## Ridge and Lasso
At this point we've seen a number of criteria and algorithms for fitting regression models to data. We've seen the simple linear regression using ordinary least squares, and its more general regression of polynomial functions. We've also seen how we can arbitrarily overfit models to data using kernel methods or feature engineering. With all of that, we began to explore other tools to analyze this general problem of overfitting versus underfitting. This included train and test splits, bias and variance, and cross validation.

Now we're going to take a look at another way to tune our models. These methods all modify our mean squared error function that we were optimizing against. The modifications will add a penalty for large coefficient weights in our resulting model. If we think back to our case of feature engineering, we can see how this penalty will help combat our ability to create more accurate models by simply adding additional features.
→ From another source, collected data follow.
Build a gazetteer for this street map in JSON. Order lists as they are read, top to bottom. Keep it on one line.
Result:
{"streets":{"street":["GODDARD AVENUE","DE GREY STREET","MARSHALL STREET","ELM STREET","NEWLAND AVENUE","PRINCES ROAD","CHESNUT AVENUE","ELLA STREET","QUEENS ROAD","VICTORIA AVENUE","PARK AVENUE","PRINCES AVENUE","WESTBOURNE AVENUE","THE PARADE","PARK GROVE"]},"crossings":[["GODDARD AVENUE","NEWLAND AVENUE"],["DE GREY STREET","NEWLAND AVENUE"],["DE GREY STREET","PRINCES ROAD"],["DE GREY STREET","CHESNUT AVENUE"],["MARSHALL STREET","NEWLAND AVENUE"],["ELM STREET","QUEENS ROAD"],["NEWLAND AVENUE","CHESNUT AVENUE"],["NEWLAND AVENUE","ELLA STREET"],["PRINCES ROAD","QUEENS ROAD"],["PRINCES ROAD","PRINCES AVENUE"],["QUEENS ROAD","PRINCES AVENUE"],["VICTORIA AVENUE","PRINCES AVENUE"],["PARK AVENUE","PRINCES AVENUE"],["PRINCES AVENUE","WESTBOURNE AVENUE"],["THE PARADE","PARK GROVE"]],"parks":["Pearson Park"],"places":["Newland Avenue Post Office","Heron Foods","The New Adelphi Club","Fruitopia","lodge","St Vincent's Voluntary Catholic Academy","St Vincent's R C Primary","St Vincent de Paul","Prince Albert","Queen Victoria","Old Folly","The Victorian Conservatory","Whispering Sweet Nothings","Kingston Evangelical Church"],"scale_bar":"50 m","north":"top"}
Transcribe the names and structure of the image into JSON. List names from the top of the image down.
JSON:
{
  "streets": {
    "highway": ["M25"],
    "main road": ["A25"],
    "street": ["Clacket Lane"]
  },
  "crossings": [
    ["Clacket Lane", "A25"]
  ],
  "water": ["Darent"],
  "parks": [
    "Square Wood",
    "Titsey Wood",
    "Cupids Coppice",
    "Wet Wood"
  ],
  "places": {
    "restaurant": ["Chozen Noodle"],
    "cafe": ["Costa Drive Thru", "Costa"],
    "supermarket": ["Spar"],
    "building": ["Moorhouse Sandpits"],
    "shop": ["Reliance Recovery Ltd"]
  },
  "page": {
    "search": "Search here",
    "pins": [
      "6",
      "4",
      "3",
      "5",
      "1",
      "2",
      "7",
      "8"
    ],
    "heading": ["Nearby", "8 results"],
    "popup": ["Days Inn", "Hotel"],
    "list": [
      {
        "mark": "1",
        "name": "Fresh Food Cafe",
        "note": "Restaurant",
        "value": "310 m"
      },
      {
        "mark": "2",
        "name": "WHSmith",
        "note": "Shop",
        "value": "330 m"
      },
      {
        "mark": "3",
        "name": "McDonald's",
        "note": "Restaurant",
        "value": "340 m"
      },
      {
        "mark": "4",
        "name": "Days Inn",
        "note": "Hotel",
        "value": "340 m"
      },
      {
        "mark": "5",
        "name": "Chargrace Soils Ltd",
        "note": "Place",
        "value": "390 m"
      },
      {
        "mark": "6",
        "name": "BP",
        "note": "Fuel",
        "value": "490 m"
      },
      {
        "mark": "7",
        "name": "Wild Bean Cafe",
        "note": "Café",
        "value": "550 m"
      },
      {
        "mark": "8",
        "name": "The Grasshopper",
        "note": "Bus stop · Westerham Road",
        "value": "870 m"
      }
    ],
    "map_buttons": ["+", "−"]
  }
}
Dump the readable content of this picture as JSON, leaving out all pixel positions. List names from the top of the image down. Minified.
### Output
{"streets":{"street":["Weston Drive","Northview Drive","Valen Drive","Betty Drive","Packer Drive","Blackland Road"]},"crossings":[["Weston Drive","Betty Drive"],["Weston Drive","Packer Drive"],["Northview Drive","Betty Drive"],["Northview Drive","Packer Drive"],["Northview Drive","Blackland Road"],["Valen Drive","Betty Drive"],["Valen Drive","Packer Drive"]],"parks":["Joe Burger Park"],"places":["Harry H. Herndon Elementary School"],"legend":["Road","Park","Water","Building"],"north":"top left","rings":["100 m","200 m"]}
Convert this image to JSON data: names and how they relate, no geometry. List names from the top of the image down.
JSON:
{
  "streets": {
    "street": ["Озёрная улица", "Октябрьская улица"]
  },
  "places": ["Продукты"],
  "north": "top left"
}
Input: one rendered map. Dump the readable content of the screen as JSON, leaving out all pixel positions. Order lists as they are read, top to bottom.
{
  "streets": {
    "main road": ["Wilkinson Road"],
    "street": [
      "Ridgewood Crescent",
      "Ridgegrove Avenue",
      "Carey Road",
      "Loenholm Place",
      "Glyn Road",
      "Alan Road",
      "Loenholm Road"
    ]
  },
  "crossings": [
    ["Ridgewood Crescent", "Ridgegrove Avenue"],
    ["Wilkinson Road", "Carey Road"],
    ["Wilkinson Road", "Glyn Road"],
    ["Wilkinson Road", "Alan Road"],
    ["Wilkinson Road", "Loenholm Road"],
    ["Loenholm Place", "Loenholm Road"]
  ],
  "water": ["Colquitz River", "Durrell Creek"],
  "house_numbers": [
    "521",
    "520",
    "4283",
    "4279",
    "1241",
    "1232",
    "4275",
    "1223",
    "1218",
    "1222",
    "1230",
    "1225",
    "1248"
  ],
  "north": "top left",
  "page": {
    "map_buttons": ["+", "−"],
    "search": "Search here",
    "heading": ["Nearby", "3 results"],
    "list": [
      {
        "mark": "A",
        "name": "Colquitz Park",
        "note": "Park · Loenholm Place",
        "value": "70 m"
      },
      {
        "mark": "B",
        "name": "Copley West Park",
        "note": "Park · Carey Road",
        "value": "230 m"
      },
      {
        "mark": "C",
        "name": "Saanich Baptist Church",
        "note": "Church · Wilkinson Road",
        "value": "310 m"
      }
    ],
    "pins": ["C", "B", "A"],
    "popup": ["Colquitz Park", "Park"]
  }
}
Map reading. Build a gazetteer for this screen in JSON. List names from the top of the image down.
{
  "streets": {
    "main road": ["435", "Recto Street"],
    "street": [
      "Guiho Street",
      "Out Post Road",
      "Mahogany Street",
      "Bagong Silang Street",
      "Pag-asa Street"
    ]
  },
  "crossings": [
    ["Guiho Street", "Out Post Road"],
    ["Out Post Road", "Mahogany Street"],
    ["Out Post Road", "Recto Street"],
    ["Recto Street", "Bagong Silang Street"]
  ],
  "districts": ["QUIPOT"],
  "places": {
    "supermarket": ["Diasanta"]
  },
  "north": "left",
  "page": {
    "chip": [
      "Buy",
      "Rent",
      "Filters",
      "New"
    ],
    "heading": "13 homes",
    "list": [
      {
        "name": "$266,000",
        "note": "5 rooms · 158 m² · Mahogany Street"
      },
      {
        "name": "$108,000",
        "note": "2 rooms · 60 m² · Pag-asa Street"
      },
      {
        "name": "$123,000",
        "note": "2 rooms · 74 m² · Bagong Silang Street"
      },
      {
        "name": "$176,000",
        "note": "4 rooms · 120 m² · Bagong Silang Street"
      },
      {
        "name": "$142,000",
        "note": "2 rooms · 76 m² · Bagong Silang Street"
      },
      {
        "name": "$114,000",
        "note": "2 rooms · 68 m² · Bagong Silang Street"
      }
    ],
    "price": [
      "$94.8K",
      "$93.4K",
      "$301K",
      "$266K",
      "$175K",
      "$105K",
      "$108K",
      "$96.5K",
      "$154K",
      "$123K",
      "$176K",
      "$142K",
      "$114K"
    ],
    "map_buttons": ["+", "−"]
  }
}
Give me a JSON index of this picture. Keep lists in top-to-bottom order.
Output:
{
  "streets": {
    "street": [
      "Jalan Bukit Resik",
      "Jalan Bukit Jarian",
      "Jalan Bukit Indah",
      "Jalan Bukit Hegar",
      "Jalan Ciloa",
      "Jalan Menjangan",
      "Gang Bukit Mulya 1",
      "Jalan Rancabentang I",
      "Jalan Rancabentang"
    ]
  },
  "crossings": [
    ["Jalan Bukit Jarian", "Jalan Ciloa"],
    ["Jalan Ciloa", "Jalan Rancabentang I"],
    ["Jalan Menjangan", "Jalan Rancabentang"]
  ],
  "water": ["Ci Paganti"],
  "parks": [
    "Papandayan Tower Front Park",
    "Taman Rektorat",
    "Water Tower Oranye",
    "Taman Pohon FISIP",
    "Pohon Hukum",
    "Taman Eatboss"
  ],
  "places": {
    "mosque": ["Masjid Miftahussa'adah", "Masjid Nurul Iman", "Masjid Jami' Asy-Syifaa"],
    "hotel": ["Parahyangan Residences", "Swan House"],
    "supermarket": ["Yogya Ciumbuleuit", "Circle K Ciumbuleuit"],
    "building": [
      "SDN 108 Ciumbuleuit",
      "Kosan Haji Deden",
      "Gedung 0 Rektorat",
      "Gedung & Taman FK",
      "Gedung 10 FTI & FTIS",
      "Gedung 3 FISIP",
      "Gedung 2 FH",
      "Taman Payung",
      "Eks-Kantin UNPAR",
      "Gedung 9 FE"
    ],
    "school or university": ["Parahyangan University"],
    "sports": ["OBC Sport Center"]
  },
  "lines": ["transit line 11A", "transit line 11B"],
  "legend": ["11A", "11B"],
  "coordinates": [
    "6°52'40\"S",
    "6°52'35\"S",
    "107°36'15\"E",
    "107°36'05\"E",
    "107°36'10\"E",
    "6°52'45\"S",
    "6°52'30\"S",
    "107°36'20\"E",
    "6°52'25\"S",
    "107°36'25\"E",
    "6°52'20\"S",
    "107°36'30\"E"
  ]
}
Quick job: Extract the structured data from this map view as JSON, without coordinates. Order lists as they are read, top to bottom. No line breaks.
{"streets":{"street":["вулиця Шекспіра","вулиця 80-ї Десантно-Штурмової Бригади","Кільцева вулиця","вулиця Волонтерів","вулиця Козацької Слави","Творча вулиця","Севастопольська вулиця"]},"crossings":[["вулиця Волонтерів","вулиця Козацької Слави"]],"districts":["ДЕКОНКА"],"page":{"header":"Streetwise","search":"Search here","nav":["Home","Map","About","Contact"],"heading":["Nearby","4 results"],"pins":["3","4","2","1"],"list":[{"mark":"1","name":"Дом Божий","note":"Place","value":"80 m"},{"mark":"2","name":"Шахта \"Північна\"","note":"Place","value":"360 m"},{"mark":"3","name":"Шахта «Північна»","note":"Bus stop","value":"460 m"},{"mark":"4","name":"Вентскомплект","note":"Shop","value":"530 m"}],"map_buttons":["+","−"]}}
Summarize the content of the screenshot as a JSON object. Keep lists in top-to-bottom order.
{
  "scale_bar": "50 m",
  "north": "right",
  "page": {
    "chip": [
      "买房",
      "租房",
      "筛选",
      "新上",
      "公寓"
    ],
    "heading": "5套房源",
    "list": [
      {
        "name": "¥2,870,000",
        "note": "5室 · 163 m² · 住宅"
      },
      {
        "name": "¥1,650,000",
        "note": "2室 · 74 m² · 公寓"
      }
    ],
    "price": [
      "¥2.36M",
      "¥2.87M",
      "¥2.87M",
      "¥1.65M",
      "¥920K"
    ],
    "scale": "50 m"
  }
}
In general, all of these penalties are known as $L^p norms$.

## $L^p$ norm of x
In order to help account for underfitting and overfitting, we often use what are called $L^p$ norms.   
The **$L^p$ norm of x** is defined as:  

### $||x||_p  =  \big(\sum_{i} x_i^p\big)^\frac{1}{p}$

## 1. Ridge (L2)
One common normalization is called Ridge Regression and uses the $l_2$ norm (also known as the Euclidean norm) as defined above.   
The ridge coefficients minimize a penalized residual sum of squares:    
    $ \sum(\hat{y}-y)^2 + \lambda\bullet w^2$

Write this loss function for performing ridge regression.

In [None]:
import numpy as np

In [None]:
def ridge_loss():
    #Your code here

## 2. Lasso (L1)
Another common normalization is called Lasso Regression and uses the $l_1$ norm.   
The ridge coefficients minimize a penalized residual sum of squares:    
    $ \sum(\hat{y}-y)^2 + \lambda\bullet |w|$

Write this loss function for performing ridge regression.

In [None]:
def lasso_loss():
    #Your code here

## 3. Run + Compare your Results
Run a ridge lasso and unpenalized regressions on the dataset below.
While we have practice writing the precursors to a full ridge regression, we'll import the package for now.
Then, answer the following questions:
* Which model do you think created better results overall? 
* Comment on the differences between the coefficients of the resulting models

In [None]:
import pandas as pd

In [None]:
df = pd.read_excel('movie_data_detailed_with_ols.xlsx')
df.head()
X = df[['budget', 'imdbRating',
       'Metascore', 'imdbVotes']]
y = df['domgross']
def norm(col):
    minimum = col.min()
    maximum = col.max()
    return (col-maximum)/(maximum-minimum)

In [None]:
from sklearn.model_selection import train_test_split

In [59]:
from sklearn.linear_model import Lasso, Ridge, LinearRegression

In [None]:
#Fit the Ridge Model

In [None]:
#Fit the Lasso Model

In [None]:
#Fit the Unpenalized Model

In [None]:
#Calculate the test and train error for all 3 models.

In [None]:
#For this dataset there was little difference between the models. Ridge has every so slightly better test performance.